#### WORK INSTRUCTIONS
Return the data below exactly, but only from the line containing "position:relative; flex:1; overflow:hidden" through the line containing "position:absolute; left:1524px; top:12px;", with both of those lines included.

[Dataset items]
┌────────
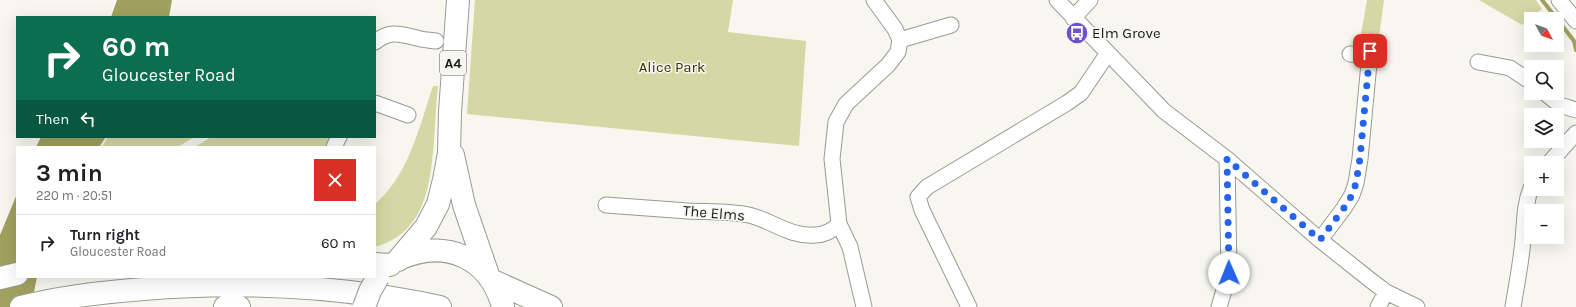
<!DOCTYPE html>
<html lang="en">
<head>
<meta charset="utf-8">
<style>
  :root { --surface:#fff; --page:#f2f2f2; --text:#202124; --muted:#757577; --line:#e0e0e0 }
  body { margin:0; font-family:Karla,sans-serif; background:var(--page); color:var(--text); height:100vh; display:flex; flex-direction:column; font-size:15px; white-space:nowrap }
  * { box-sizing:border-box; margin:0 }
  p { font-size:13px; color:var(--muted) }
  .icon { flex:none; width:22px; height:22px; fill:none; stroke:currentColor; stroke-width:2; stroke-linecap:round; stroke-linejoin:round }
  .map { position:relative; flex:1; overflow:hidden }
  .panel { position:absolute; left:16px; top:146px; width:360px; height:132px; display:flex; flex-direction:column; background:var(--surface); border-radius:0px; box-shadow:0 4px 16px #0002 }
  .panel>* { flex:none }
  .top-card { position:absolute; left:16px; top:16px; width:360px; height:122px; border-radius:0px; box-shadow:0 4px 16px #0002; background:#0b6e4f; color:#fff; overflow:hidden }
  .needle { width:26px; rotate:131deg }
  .controls { position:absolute; left:1524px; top:12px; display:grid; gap:8px }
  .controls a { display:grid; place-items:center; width:40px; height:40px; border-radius:0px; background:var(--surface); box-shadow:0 4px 16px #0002; font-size:20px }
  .pin { position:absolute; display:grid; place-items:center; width:34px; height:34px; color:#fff; margin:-17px; border-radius:8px; box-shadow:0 2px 6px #0006 }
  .me { position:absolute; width:44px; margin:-22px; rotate:359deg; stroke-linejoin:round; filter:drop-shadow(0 0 3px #0008) }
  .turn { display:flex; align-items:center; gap:14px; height:84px; padding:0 20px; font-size:18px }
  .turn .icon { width:52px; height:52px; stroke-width:2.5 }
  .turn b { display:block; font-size:28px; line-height:34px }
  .then { display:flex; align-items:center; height:38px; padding:0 20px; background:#0003; gap:8px; font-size:15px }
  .round { display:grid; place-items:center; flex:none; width:42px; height:42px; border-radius:0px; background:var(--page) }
  .headline { display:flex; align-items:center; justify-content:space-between; height:68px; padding:0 20px }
  h1 { font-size:24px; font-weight:700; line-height:30px }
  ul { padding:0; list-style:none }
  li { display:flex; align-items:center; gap:12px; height:56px; padding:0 20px; border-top:1px solid var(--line) }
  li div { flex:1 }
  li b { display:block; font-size:15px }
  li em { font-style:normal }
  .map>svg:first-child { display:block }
  .green { fill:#d5d7a4 }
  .water { fill:#a1a15f }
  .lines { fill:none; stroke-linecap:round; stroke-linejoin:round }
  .stream { stroke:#a1a15f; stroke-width:4 }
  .street-casing { stroke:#9a9a94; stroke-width:17 }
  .highway-casing { stroke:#9a9a94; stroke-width:24 }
  .street { stroke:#fff; stroke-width:15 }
  .highway { stroke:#fff; stroke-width:22 }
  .highway-bridge-casing { stroke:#9a9a94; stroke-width:24; stroke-linecap:butt }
  .highway-bridge { stroke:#fff; stroke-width:22 }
  .route { stroke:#2563eb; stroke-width:7; stroke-dasharray:0 12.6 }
  .labels { text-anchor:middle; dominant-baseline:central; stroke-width:3; stroke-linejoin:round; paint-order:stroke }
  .shield { fill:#f7f7f0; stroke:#5d5d5a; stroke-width:1 }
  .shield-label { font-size:14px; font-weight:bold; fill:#1b1b19 }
  .poi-label { font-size:15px; fill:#1b1b19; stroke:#f7f7f0; text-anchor:start }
  .park-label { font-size:15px; fill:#353400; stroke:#f7f7f0 }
  .street-label { font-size:15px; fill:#1b1b19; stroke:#f7f7f0 }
</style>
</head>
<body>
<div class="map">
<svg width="1576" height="307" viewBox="0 0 1576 307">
  <rect width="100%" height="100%" fill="#f7f7f0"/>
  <!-- green -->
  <path class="green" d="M475,0h258l-5,32 78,9 -7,105 -332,-32z
    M1367,0h17l-5,37 -18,-3z
    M1479,0h57l6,9 -20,16z
    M433,86h5c-2,19 -3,38 -4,56 -4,44 -9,91 -59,105v-43c34,-29 44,-77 58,-118z
    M108,137h86l-16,10h-76z
    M211,137h122l-5,10h-133z"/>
  <!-- water -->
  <path class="water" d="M117,0h55l-3,17h-58z
    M41,137h65l-7,10h-63z
    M17,194v83h20l-6,30h-31v-72z"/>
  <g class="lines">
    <!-- stream -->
    <path class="stream" d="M1542,0l15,19
      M1557,19l17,22 2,9"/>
    <!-- street casing -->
    <g class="street-casing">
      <path id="street" d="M1057,0l107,111 63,48 93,81 49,39 17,13 31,15
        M1559,0l17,21
        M1073,18l17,-18
        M900,40l51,-15
        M375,42c15,-12 25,-8 42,-4 6,2 13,2 19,3
        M1350,54l19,2
        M1478,62l32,6 21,14
        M1545,93l15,12 16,5
        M375,103l33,12
        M334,147l5,-10
        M1549,163l27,-30
        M606,205c27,2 55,4 82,6 20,1 41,0 61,4 22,5 40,22 66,20 10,0 17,-4 24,-11
        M1320,240l24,-32 8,-13 4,-12 4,-24 11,-117
        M864,307l-14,-60 -11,-23 -7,-65 4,-37 10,-18 42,-39 10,-13 2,-12 -5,-11 -21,-29
        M969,307l-47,-97 -4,-13 9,-10 140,-84 14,-10 27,-40
        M1219,307l10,-34 -2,-114
        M1378,307l8,-15
        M1513,307c3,-19 7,-39 9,-58 3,-20 1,-41 9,-61"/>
    </g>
    <!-- highway casing -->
    <g class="highway-casing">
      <path id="highway" d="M453,155l11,50 24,70
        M399,259c46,-21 91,-2 104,48
        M398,260l28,-33 12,-23 6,-24 5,-27 1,-41 8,-112
        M375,264l15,1
        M0,278l17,-4
        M493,281l58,26
        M21,307c40,-10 82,-15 123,-18 99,-8 199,-3 296,18
        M225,307h14"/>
    </g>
    <!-- street -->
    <use href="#street" class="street"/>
    <!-- highway -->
    <use href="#highway" class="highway"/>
    <!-- highway-bridge casing -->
    <g class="highway-bridge-casing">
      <path id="highway-bridge" d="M364,307l6,-16 8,-14"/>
    </g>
    <!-- highway-bridge -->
    <use href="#highway-bridge" class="highway-bridge"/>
  </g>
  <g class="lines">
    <!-- route -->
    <path class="route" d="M1229,273l-2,-114 93,81 24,-32 8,-13 4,-12 4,-25 10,-107"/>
  </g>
  <!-- icons -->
  <defs>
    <g id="bus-disc" transform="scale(1.15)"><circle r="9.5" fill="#6c52cb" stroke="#f7f7f0"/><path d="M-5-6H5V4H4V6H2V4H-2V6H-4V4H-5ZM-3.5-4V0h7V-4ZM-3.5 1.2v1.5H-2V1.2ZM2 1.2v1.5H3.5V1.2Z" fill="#fff"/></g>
  </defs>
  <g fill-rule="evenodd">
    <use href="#bus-disc" x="1077" y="33"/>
  </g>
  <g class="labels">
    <!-- shield labels -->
    <rect class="shield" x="440" y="51" width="26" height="24" rx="3"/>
    <g class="shield-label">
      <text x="453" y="63">A4</text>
    </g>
    <!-- poi labels -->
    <g class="poi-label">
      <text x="1092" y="33">Elm Grove</text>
    </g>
    <!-- park labels -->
    <g class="park-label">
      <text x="672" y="67">Alice Park</text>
    </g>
    <!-- street labels -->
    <g class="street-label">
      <text transform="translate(714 213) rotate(5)">The Elms</text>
    </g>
  </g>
</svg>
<div class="controls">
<a><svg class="needle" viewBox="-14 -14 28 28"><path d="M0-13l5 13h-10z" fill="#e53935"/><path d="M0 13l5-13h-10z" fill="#757577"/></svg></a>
<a><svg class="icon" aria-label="search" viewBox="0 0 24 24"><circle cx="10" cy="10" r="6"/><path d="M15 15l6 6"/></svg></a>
<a><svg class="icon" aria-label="layers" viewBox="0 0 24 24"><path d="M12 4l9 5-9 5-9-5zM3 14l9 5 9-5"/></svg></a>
<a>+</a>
<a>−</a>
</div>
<div class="pin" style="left:1370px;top:51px;background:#d93025"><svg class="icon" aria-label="arrive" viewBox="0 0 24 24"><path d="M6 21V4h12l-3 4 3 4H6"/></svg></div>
<svg class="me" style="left:1229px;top:273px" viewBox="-20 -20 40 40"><circle r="19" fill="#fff"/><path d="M0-13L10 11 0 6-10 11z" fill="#2563eb"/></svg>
<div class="top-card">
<div class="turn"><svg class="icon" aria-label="right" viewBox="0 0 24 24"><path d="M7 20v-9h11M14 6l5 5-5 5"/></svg><div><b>60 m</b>Gloucester Road</div></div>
<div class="then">Then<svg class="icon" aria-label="left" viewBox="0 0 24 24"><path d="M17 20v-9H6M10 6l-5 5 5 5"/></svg></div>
</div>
<section class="panel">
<div class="headline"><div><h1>3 min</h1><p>220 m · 20:51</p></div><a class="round" style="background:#d93025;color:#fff"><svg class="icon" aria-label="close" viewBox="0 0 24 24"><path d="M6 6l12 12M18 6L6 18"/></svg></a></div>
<ul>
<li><svg class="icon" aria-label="right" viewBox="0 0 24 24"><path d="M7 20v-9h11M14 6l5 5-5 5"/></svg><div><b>Turn right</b><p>Gloucester Road</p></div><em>60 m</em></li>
</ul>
</section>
</div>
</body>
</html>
└────────
#### TASK ANSWER
  .map { position:relative; flex:1; overflow:hidden }
  .panel { position:absolute; left:16px; top:146px; width:360px; height:132px; display:flex; flex-direction:column; background:var(--surface); border-radius:0px; box-shadow:0 4px 16px #0002 }
  .panel>* { flex:none }
  .top-card { position:absolute; left:16px; top:16px; width:360px; height:122px; border-radius:0px; box-shadow:0 4px 16px #0002; background:#0b6e4f; color:#fff; overflow:hidden }
  .needle { width:26px; rotate:131deg }
  .controls { position:absolute; left:1524px; top:12px; display:grid; gap:8px }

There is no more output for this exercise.